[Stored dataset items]
·····

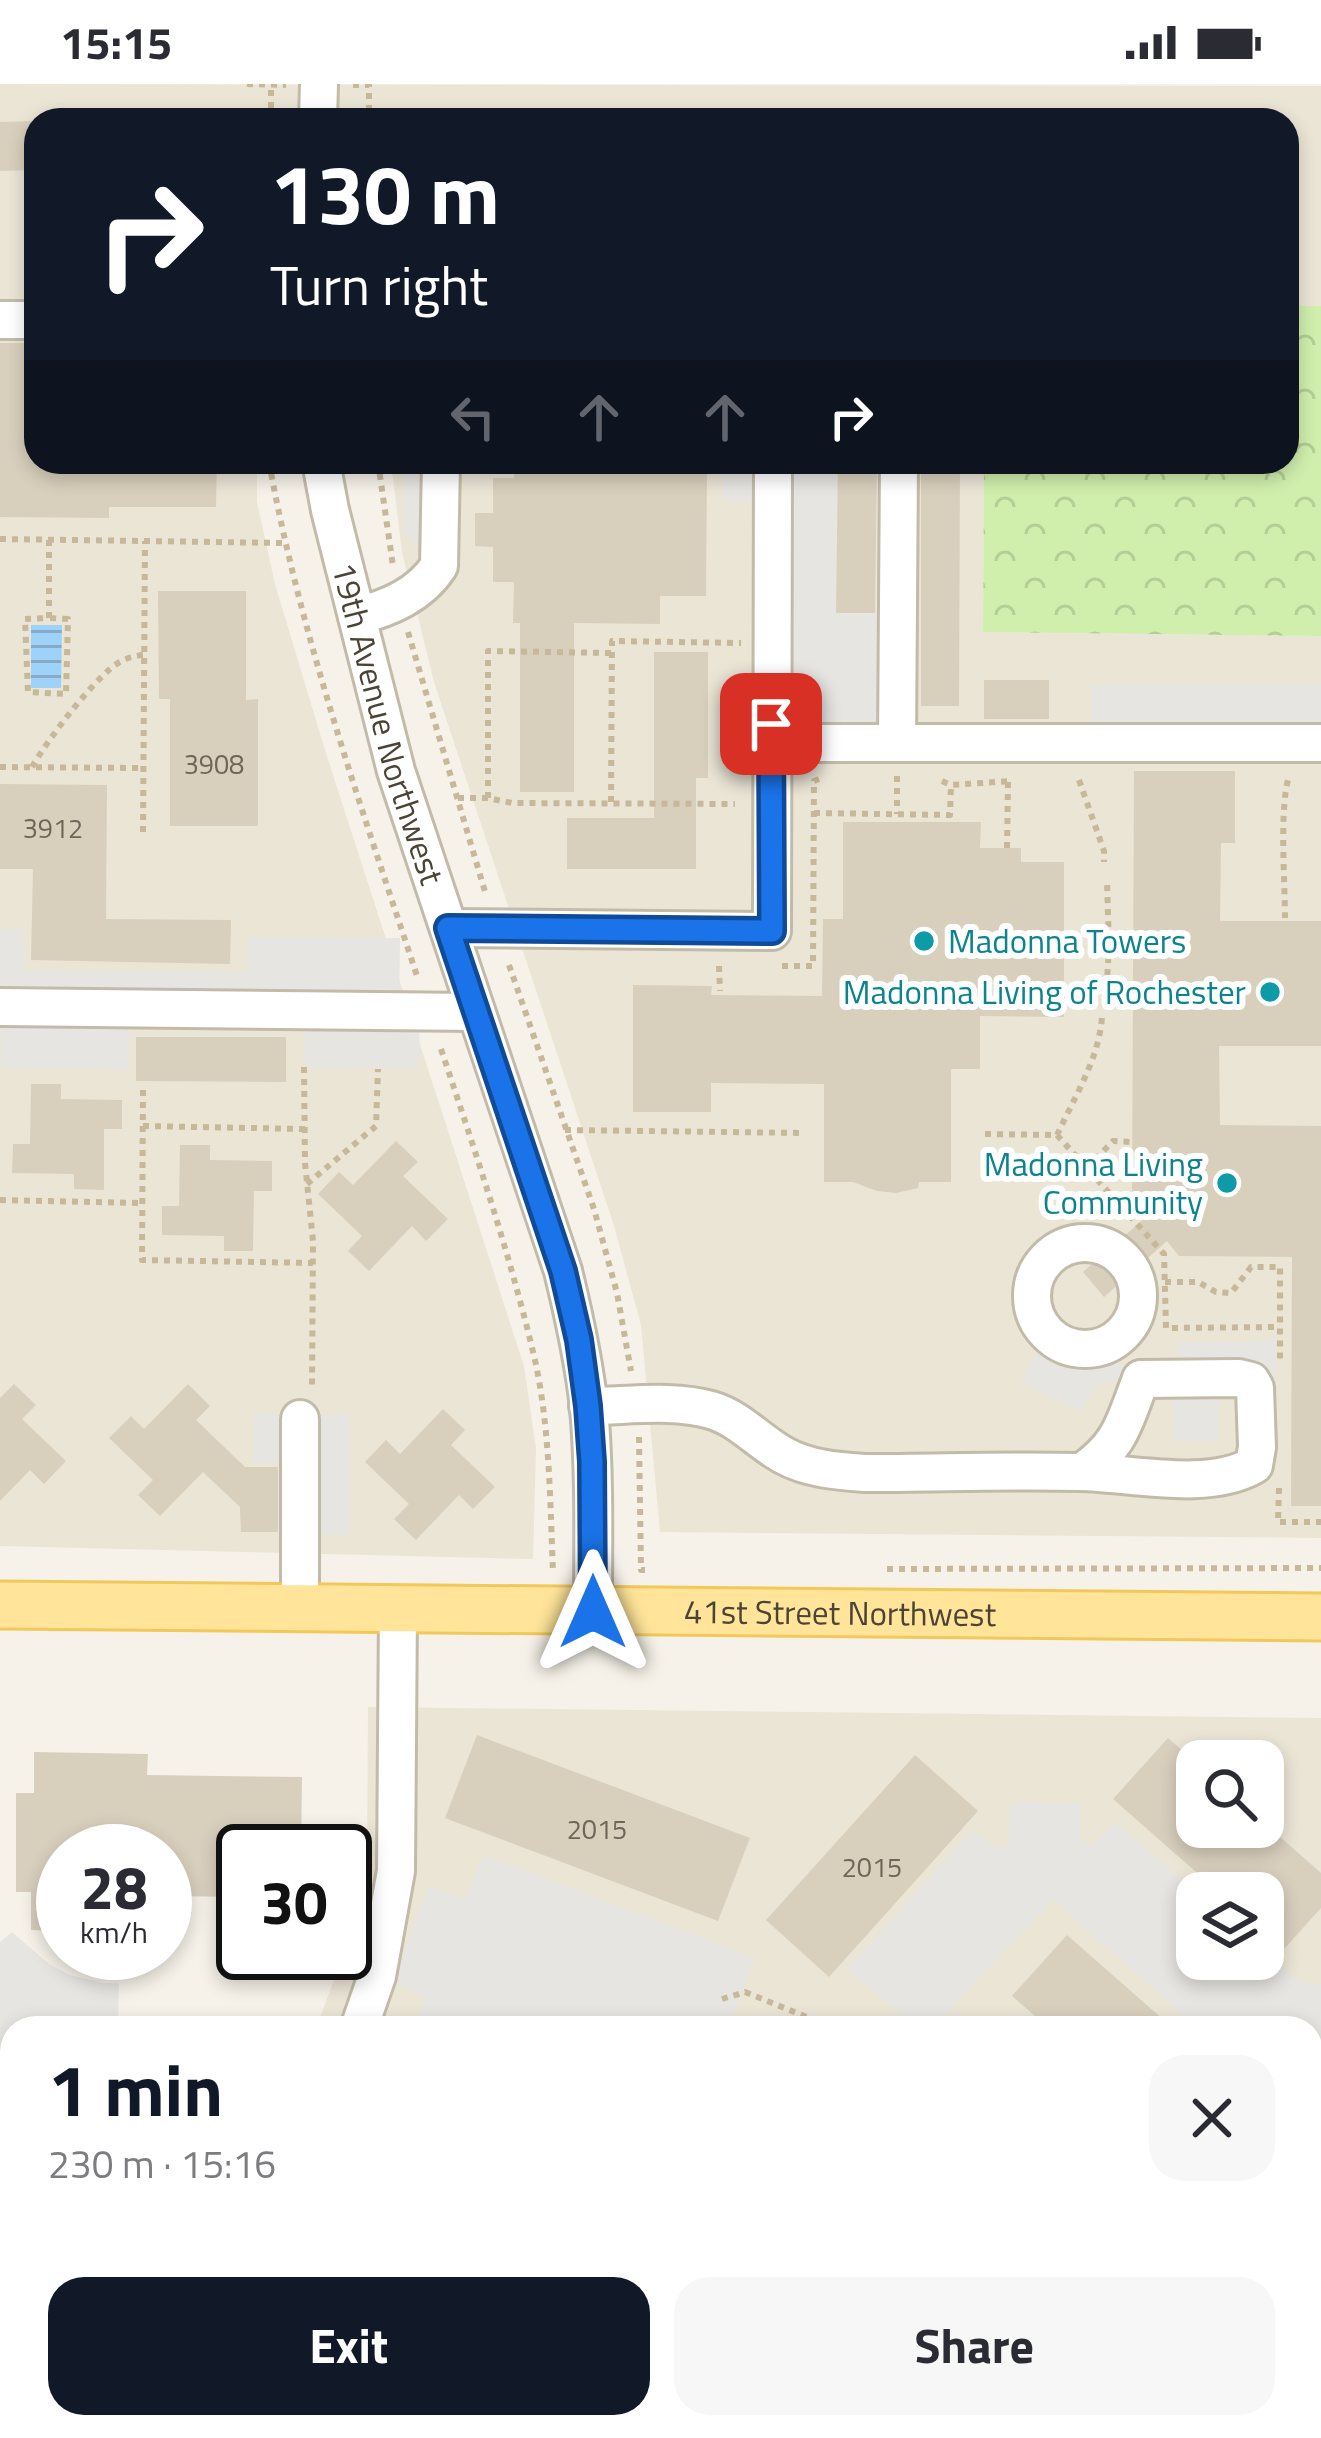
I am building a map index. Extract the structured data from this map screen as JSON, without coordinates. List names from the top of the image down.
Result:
{
  "streets": {
    "main road": ["41st Street Northwest"],
    "street": ["19th Avenue Northwest"]
  },
  "crossings": [
    ["19th Avenue Northwest", "41st Street Northwest"]
  ],
  "places": ["Madonna Towers", "Madonna Living of Rochester", "Madonna Living Community"],
  "house_numbers": [
    "3908",
    "3912",
    "2015",
    "2015"
  ],
  "page": {
    "status": "15:15",
    "turn": ["130 m", "Turn right"],
    "speed": "28 km/h",
    "limit": "30",
    "heading": ["1 min", "230 m · 15:16"],
    "buttons": ["Exit", "Share"]
  }
}
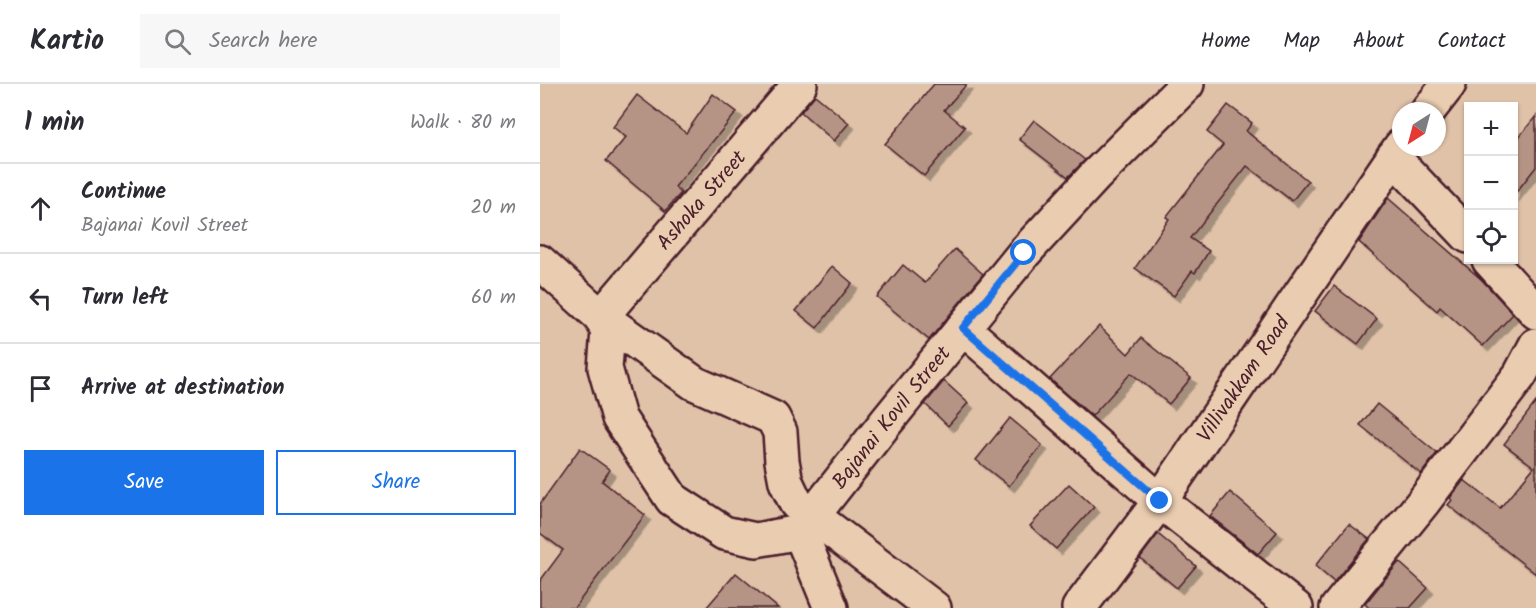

·····

■ **EXERCISE REQUIREMENTS**
Retype all entries exactly; omit pictures.

■ **RESPONSE AREA**
I am building a map index. Extract the structured data from this map screen as JSON, without coordinates. List names from the top of the image down.
Result:
{
  "streets": {
    "main road": ["41st Street Northwest"],
    "street": ["19th Avenue Northwest"]
  },
  "crossings": [
    ["19th Avenue Northwest", "41st Street Northwest"]
  ],
  "places": ["Madonna Towers", "Madonna Living of Rochester", "Madonna Living Community"],
  "house_numbers": [
    "3908",
    "3912",
    "2015",
    "2015"
  ],
  "page": {
    "status": "15:15",
    "turn": ["130 m", "Turn right"],
    "speed": "28 km/h",
    "limit": "30",
    "heading": ["1 min", "230 m · 15:16"],
    "buttons": ["Exit", "Share"]
  }
}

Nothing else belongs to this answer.